**DATA IN THIS EXERCISE:**
#####

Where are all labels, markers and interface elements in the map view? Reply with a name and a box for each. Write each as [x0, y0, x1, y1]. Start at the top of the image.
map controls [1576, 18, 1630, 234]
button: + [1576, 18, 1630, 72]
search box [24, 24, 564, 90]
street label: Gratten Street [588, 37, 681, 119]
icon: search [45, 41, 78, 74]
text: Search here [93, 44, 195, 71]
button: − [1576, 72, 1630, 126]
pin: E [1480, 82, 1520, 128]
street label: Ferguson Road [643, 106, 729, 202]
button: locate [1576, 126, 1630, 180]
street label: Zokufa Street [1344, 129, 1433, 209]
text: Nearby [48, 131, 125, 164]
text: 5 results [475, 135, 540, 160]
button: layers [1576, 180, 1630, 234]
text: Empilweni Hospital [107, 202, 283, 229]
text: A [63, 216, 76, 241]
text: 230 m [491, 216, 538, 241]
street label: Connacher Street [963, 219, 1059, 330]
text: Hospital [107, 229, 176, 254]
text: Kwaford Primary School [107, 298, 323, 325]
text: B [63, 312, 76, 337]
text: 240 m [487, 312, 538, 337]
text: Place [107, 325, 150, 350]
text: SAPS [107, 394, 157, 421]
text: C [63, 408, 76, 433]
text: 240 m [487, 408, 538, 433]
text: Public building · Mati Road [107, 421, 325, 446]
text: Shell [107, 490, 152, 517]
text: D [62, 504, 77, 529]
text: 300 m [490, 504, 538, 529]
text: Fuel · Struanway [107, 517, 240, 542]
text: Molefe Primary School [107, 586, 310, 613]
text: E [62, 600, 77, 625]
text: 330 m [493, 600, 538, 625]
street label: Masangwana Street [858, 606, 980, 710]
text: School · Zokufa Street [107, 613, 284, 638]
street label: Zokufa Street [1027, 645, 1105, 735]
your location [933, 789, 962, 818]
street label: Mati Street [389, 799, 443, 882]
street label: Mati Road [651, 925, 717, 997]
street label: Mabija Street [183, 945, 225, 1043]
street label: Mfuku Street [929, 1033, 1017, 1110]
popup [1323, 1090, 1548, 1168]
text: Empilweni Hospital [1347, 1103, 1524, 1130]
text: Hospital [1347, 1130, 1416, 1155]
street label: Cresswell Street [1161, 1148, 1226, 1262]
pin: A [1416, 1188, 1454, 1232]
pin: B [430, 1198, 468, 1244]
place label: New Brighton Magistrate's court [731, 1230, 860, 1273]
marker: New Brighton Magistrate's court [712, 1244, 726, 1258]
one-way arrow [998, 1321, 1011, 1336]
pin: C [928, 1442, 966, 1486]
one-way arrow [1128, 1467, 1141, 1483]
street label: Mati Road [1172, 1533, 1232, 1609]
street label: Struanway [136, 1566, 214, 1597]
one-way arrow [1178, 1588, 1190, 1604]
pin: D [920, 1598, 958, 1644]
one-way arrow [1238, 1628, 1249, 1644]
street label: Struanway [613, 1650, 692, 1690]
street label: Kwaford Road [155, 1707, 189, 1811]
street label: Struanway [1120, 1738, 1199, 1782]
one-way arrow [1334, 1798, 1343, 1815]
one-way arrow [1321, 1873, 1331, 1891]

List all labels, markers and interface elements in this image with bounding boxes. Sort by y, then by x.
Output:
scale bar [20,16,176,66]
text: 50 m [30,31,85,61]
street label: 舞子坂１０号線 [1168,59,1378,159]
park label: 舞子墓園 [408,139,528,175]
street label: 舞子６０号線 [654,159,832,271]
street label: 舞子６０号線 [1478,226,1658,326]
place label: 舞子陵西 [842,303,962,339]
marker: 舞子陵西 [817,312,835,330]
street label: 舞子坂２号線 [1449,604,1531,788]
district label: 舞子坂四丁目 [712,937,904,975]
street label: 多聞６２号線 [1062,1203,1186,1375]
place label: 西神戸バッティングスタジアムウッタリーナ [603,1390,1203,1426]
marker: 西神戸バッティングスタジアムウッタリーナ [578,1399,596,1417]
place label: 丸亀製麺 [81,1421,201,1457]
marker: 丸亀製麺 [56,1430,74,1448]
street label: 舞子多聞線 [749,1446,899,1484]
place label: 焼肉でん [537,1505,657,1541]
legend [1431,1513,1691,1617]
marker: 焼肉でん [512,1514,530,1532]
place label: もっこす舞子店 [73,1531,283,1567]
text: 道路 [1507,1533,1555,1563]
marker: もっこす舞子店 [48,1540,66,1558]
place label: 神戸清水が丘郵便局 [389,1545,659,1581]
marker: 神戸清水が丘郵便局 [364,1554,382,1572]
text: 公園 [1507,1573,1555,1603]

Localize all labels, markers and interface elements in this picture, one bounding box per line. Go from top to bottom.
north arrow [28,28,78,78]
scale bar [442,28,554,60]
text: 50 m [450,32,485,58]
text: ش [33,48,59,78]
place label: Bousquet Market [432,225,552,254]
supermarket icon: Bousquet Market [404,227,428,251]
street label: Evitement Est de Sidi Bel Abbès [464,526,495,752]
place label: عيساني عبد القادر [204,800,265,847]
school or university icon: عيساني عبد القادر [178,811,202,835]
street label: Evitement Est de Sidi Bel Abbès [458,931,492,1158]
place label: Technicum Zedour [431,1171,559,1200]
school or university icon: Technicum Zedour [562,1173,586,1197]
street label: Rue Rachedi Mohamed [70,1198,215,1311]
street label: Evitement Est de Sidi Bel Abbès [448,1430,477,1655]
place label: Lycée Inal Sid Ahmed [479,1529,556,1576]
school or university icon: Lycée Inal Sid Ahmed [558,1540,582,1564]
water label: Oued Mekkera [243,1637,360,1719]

#####

**ACTIVITY:** Please list every line of the records that contains "Evitement".

**OUTPUT FOR THIS TASK:**
street label: Evitement Est de Sidi Bel Abbès [464,526,495,752]
street label: Evitement Est de Sidi Bel Abbès [458,931,492,1158]
street label: Evitement Est de Sidi Bel Abbès [448,1430,477,1655]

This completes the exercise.